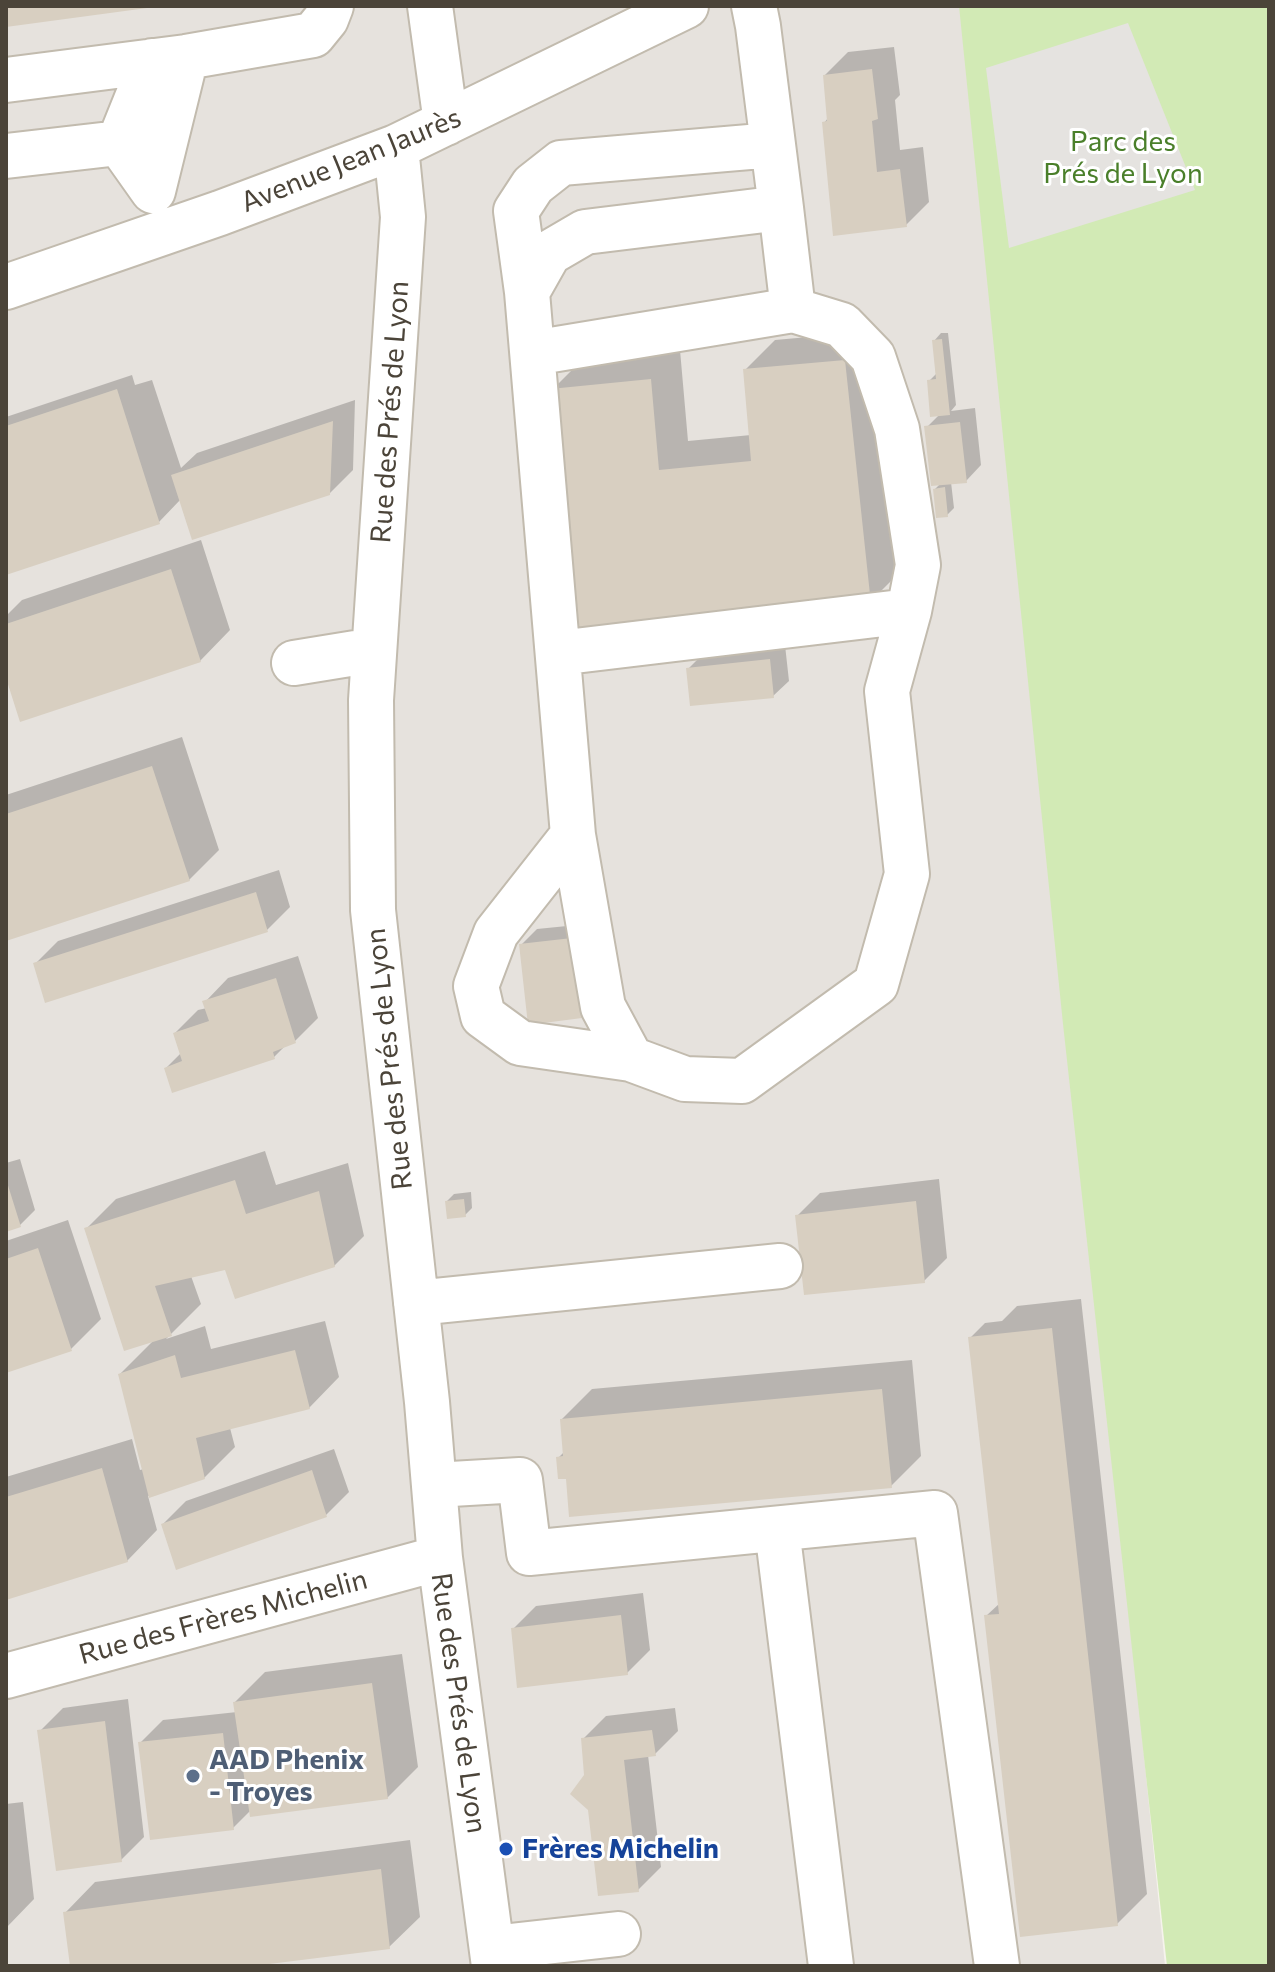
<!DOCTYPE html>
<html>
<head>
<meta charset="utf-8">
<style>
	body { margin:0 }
	#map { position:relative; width:1275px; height:1972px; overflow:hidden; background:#f6f3ec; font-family:Commissioner,sans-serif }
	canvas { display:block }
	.frame { position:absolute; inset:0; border:8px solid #4b4439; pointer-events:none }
</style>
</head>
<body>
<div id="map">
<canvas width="1275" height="1972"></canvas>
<div class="frame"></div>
</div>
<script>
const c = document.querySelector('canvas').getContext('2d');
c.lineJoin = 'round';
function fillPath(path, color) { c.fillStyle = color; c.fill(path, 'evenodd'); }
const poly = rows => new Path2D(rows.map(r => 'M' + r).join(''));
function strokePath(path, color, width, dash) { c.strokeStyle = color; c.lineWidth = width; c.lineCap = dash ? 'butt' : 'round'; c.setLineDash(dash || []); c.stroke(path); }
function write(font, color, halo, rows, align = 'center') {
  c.font = font + ' Commissioner,sans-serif'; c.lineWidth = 6; c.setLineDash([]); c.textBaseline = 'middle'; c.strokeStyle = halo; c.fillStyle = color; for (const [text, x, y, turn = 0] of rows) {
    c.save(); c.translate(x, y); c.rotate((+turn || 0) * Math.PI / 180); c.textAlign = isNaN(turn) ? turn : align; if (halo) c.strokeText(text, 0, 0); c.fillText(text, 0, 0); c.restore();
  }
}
const industrial = poly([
	[6,6,970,6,1165,1966,6,1966]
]);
const green = poly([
	[959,6,1269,6,1269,1966,1167,1966,1063,1024]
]);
const parking = poly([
	[1128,23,1195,190,1009,248,986,68]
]);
const shadow = poly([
	[894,47,900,95,895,100,900,150,923,147,929,202,906,225,824,123,828,118,825,75,848,52],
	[875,331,900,572,870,602,574,631,552,390,582,360,680,350,688,441,751,435,745,370,775,340],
	[941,333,948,333,956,405,951,411,975,408,981,465,966,481,951,482,954,508,947,515,935,489,941,483,927,427,940,414,929,381,936,374,934,341],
	[132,375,135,385,152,380,181,468,197,453,355,400,353,470,329,494,181,499,159,522,6,572,6,417],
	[201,540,230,630,200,661,6,672,6,616,22,600],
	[785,645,789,681,773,696,688,669,704,653],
	[182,737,219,850,189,880,6,939,6,795],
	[279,870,290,907,267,930,35,964,58,941],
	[587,924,596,1001,581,1016,521,945,537,929],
	[298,956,318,1018,295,1041,288,1043,274,1057,166,1068,181,1053,175,1033,198,1010,207,1008,205,1002,228,978],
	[265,1151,276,1185,348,1163,364,1236,334,1266,227,1267,191,1276,201,1304,166,1339,205,1326,211,1349,325,1321,339,1377,309,1408,230,1428,235,1447,204,1478,148,1496,157,1530,127,1561,6,1598,6,1477,132,1439,140,1470,144,1469,120,1374,155,1339,86,1229,116,1199],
	[20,1159,35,1210,20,1225,6,1229,6,1163],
	[939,1179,947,1258,924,1281,797,1216,820,1193],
	[471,1192,472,1208,465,1215,447,1201,454,1194],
	[68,1220,101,1319,71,1349,6,1371,6,1241],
	[1081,1299,1147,1894,1117,1924,986,1616,1000,1603,970,1338,985,1323,1002,1321,1017,1306],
	[912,1360,921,1456,891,1486,567,1477,558,1458,565,1451,562,1419,592,1389],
	[334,1449,349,1492,326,1515,163,1524,186,1501],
	[643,1593,650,1650,627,1673,513,1629,536,1606],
	[402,1654,418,1767,387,1798,251,1810,233,1828,140,1743,163,1720,237,1712,235,1702,265,1672],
	[128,1699,144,1837,121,1860,40,1731,63,1708],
	[675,1708,678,1731,655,1754,648,1755,661,1867,638,1890,586,1775,583,1739,606,1716],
	[23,1802,34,1899,6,1928,6,1804],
	[410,1840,420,1917,389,1947,236,1966,72,1966,65,1913,95,1882]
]);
const building = poly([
	[6,6,147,6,147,8,6,27],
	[872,69,878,119,872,121,877,172,900,169,907,227,833,236,822,122,827,121,823,75],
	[942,339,950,415,930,417,927,380,936,379,932,340],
	[845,360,871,604,572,633,550,389,651,379,659,470,751,461,743,369],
	[117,389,160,524,6,575,6,426],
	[333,421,330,495,192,540,171,475],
	[960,422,967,483,931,486,924,426],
	[945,487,948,517,936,518,933,489],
	[171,569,201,662,20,722,6,678,6,624],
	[770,659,774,698,690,706,686,668],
	[152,766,190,881,6,941,6,814],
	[256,892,268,932,45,1003,33,963],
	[572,938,582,1018,528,1025,519,944],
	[276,978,296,1043,273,1052,275,1059,172,1093,164,1068,182,1061,173,1033,209,1021,202,1001],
	[6,1179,21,1227,6,1232],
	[235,1180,246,1214,319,1191,335,1267,235,1299,225,1270,155,1286,172,1336,124,1351,84,1228],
	[464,1199,466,1217,447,1219,445,1201],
	[916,1201,925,1283,804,1295,795,1215],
	[38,1248,72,1351,6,1373,6,1259],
	[1052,1328,1118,1926,1020,1937,984,1615,999,1614,968,1337],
	[295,1350,310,1409,196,1438,205,1479,149,1498,118,1374,175,1355,181,1378],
	[882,1389,892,1488,569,1517,566,1479,558,1479,556,1457,563,1456,560,1419],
	[102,1468,128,1562,6,1600,6,1497],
	[312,1470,327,1517,176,1570,161,1524],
	[621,1615,628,1675,517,1688,511,1628],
	[372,1683,388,1799,250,1817,233,1702],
	[105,1721,122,1862,56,1871,37,1730],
	[652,1730,656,1756,624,1760,639,1892,598,1896,588,1810,570,1794,584,1775,581,1738],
	[223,1733,234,1830,150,1840,138,1742],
	[381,1869,390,1949,253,1966,70,1966,63,1912]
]);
const minor = poly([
	[430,6,446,123],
	[754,6,758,26,781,208,793,310,842,325,873,357,897,429,918,565,909,611,887,691,907,874,876,984,742,1081,685,1079,631,1059,603,1007,573,835,527,292,549,253,585,232,781,208],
	[6,80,186,57,313,35,326,19,331,6],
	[119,143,153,191,186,57],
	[396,147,403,217,371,700,373,910,427,1402,440,1558,494,1966],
	[6,156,119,143,152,61],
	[6,287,220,213,396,147,686,6],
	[527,292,516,211,533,185,561,163,773,145],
	[533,353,793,310],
	[558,653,909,611],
	[294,663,374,650],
	[573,835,496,933,476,986,483,1016,520,1043,631,1059],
	[416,1303,780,1266],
	[434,1485,520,1480,529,1553,935,1513,997,1966],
	[777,1529,831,1966],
	[6,1676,440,1558],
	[492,1948,618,1934]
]);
const markers = [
	[193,1776,8,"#5c6f8a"],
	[506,1849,8,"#1a4fb4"]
];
const parkNames = [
	["Parc des",1123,142],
	["Prés de Lyon",1123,174]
];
const streetNames = [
	["Avenue Jean Jaurès",351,160,-22],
	["Rue des Prés de Lyon",390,412,-86],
	["Rue des Prés de Lyon",389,1059,-96],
	["Rue des Frères Michelin",223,1617,-15],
	["Rue des Prés de Lyon",459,1703,82]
];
const serviceNames = [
	["AAD Phenix",209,1760],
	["- Troyes",209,1792]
];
const transitNames = [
	["Frères Michelin",522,1849]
];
fillPath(industrial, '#e6e2dd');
fillPath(green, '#d2eab5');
fillPath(parking, '#e5e3e0');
fillPath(shadow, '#0003');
fillPath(building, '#d8cfc1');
strokePath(minor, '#c2bbae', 48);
strokePath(minor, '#fff', 44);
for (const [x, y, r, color] of markers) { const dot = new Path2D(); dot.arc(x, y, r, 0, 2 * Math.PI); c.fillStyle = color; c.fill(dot); strokePath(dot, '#fff', 3); }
write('28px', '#4a7f2a', '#fff', parkNames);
write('28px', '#4b4439', '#fff', streetNames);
write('bold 28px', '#4e5e75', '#fff', serviceNames, 'left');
write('bold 28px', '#164399', '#fff', transitNames, 'left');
</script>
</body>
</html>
○ ○ ○ ○
What the task requires » Copy each line from the entries above that has the word "turn" in it.

Exercise answer »
  c.font = font + ' Commissioner,sans-serif'; c.lineWidth = 6; c.setLineDash([]); c.textBaseline = 'middle'; c.strokeStyle = halo; c.fillStyle = color; for (const [text, x, y, turn = 0] of rows) {
    c.save(); c.translate(x, y); c.rotate((+turn || 0) * Math.PI / 180); c.textAlign = isNaN(turn) ? turn : align; if (halo) c.strokeText(text, 0, 0); c.fillText(text, 0, 0); c.restore();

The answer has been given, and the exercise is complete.